When Jones is locked in defensively, his defensive rotations are incredibly impressive. He initially puts himself in the right position and has the length and incredible ground coverage to recover, as we see below. As Texas Tech runs the pick-and-roll, Jones positions himself to tag the roller. The ball-handler is under heavy pressure and tries to pass to the space Jones just vacated. Jones has positioned himself to know where his man is while also tagging the roller and reading the ball. Jones waits for the ball-handler to release the pass, then breaks to the ball and forces the turnover.

Jones's incredible ground coverage and weak side recognition frequently bailed out teammates. Here, Texas doubles the ball-handler in the pick-and-roll, and the defender in the paint inexplicable makes a move to cut off the drive. Jones quickly sees that a man has been left unattended at the rim and promptly rotates to deflect the lob.

Jones's off-ball reactions provide an immense safety net for teammates as he makes defensive plays that very few players can make. His versatility and mobility are exactly what NBA teams desire in the modern big man. His off-ball impact is even effective when retreating in transition.

Here, Jones's teammates oddly double the ball-handler who is not a shooter in transition. This move allows the opposing big man to set up camp under the rim. Jones quickly recognizes his teammate's blunder and impossibly recovers to deflect the pass to force the turnover.

Again, we see Jones run perfectly in transition. Initially, Jones retreats with his man. Jones keeps an open body so he can locate his man and the ball. He also positions himself to recover to his man or rotate to the rim, depending on the situation. As the ball-handler continues to attack, Jones rotates to the opposite block and rejects the shot. 

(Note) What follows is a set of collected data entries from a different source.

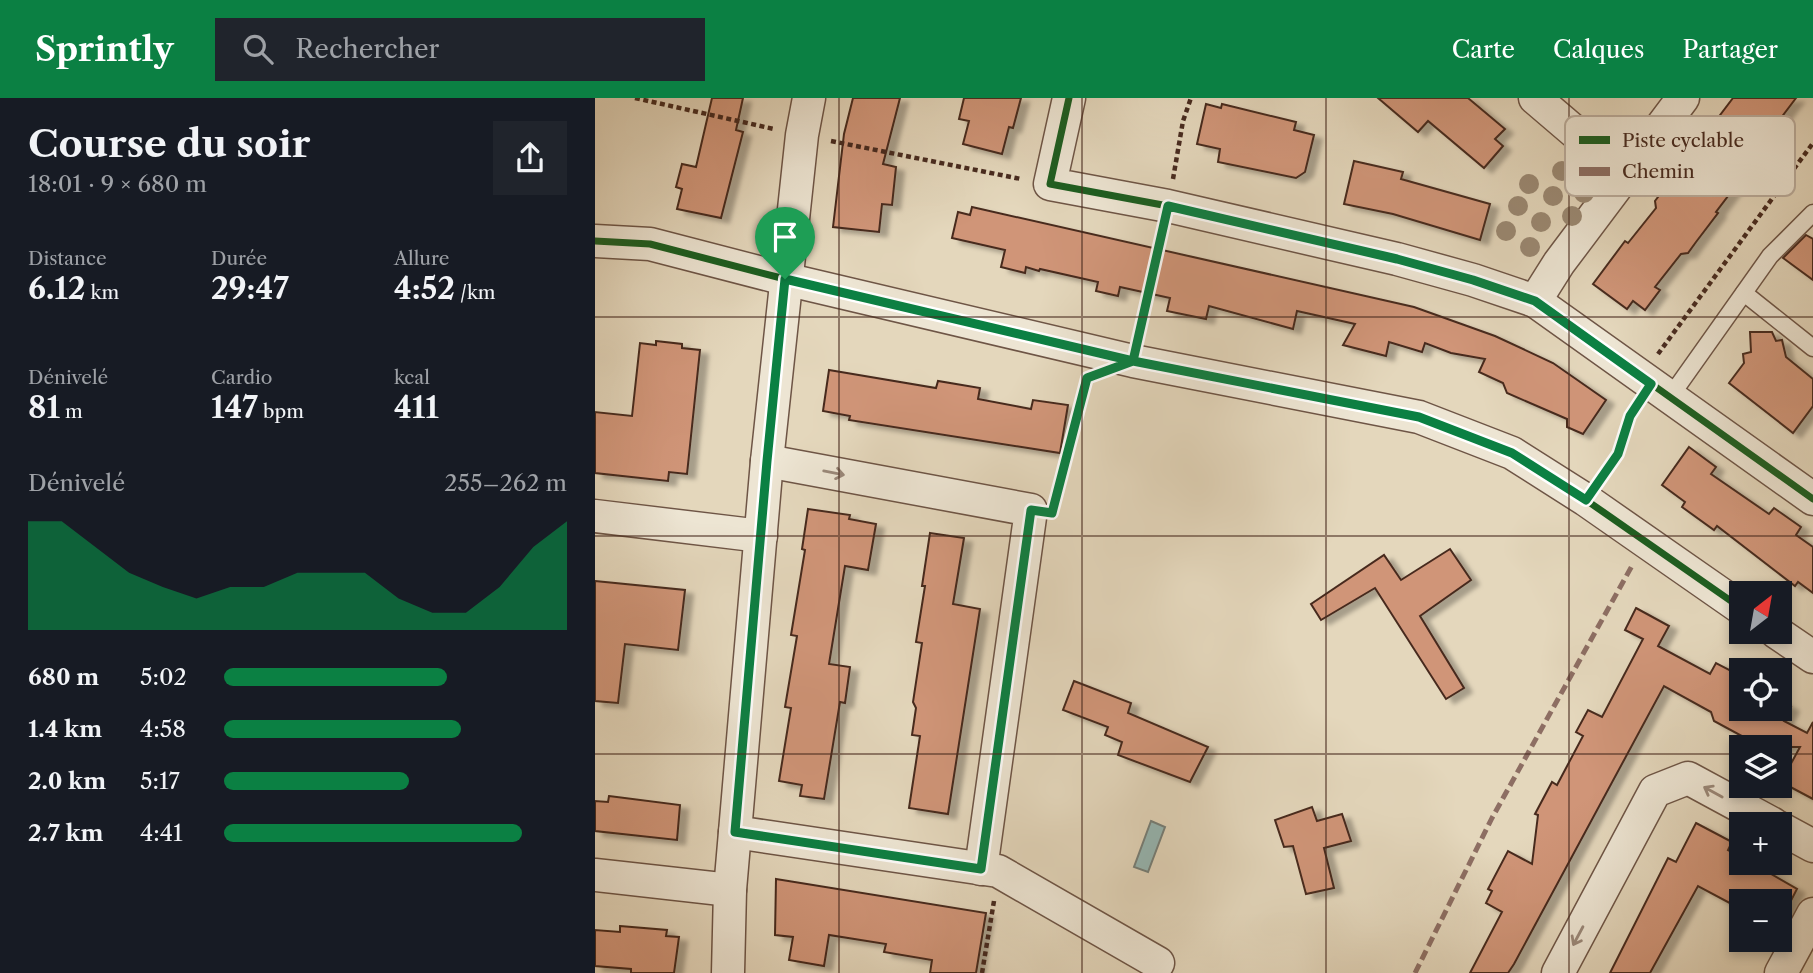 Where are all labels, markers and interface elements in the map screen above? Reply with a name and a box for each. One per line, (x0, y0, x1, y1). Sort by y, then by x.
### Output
search box (215, 18, 705, 81)
text: Sprintly (35, 29, 173, 70)
icon: search (239, 30, 277, 68)
text: Rechercher (295, 33, 439, 65)
text: Carte (1452, 35, 1515, 64)
text: Calques (1553, 35, 1644, 64)
text: Partager (1682, 35, 1778, 64)
legend (1565, 116, 1795, 196)
text: Course du soir (28, 120, 310, 167)
button: share (493, 121, 567, 195)
text: Piste cyclable (1622, 129, 1744, 152)
text: Chemin (1622, 160, 1695, 183)
text: 18:01 · 9 × 680 m (28, 170, 207, 198)
pin (755, 207, 815, 279)
icon: arrive (766, 218, 804, 256)
text: Distance (28, 247, 107, 270)
text: Durée (211, 247, 267, 270)
text: Allure (394, 247, 449, 270)
text: 6.12 (28, 270, 85, 307)
text: 29:47 (211, 270, 289, 307)
text: 4:52 (394, 270, 455, 307)
text: km (85, 281, 119, 304)
text: /km (455, 281, 496, 304)
text: Dénivelé (28, 366, 108, 389)
text: Cardio (211, 366, 272, 389)
text: kcal (394, 366, 430, 389)
text: 81 (28, 389, 60, 426)
text: 147 (211, 389, 258, 426)
text: 411 (394, 389, 439, 426)
text: m (60, 400, 83, 423)
text: bpm (258, 400, 304, 423)
one-way arrow (822, 467, 845, 481)
text: Dénivelé (28, 469, 125, 497)
text: 255–262 m (444, 469, 567, 497)
north arrow (1729, 581, 1792, 644)
map controls (1729, 581, 1792, 952)
button: locate (1729, 658, 1792, 721)
text: 680 m (28, 663, 99, 691)
text: 5:02 (140, 663, 187, 691)
text: 1.4 km (28, 715, 102, 743)
text: 4:58 (140, 715, 186, 743)
button: layers (1729, 735, 1792, 798)
text: 2.0 km (28, 767, 106, 795)
text: 5:17 (140, 767, 180, 795)
one-way arrow (1703, 785, 1724, 798)
button: + (1729, 812, 1792, 875)
text: 2.7 km (28, 819, 104, 847)
text: 4:41 (140, 819, 183, 847)
button: − (1729, 889, 1792, 952)
one-way arrow (1571, 925, 1584, 946)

Jones also has the awareness and versatility to switch between defending the post and perimeter in the same possession. Here, Jones initially denies the post well. He then switches to the corner shooter once he sees his teammate gets lost on the screen. Knowing it is a massive mismatch, Jones's teammate is desperate to switch back. Jones doesn't have a great close-out, but he shepherds the ball-handler back to his teammate and switches again.

The versatility and impact of Jones's off-ball defense can help change an NBA defense. He has excellent reactions and incredibly impressive ground coverage. He provides a safety net to teammates that few players do. If he can iron out some of the head-scratching blunders, he could be an immensely impactful defender.


Kai Jones is one of my favorite lottery ticket players in the 2021 NBA Draft. His unique two-way versatility is rare in players of his size and position. He has the foundation to be a long-term impactful starter, but his game needs a lot of refinement. 

Offensively, Jones must continue to prove he is a threat shooting the ball. His ability to attack the rim will always be an asset, but it will be significantly watered down if he can't shoot (combined with the absence of passing). Defensively, Jones must continue to improve his attention to detail. He has immense potential, but it can be clear that he's been playing basketball for only a few years.

Kai Jones is a lottery talent in my eyes, but the consensus view has him in the mid to late first. It won't surprise me if Jones is a fringe All-Defensive big man one day or at the back of a rotation in a few years. His range of outcomes feels pretty vast, but the upside is worth the risk.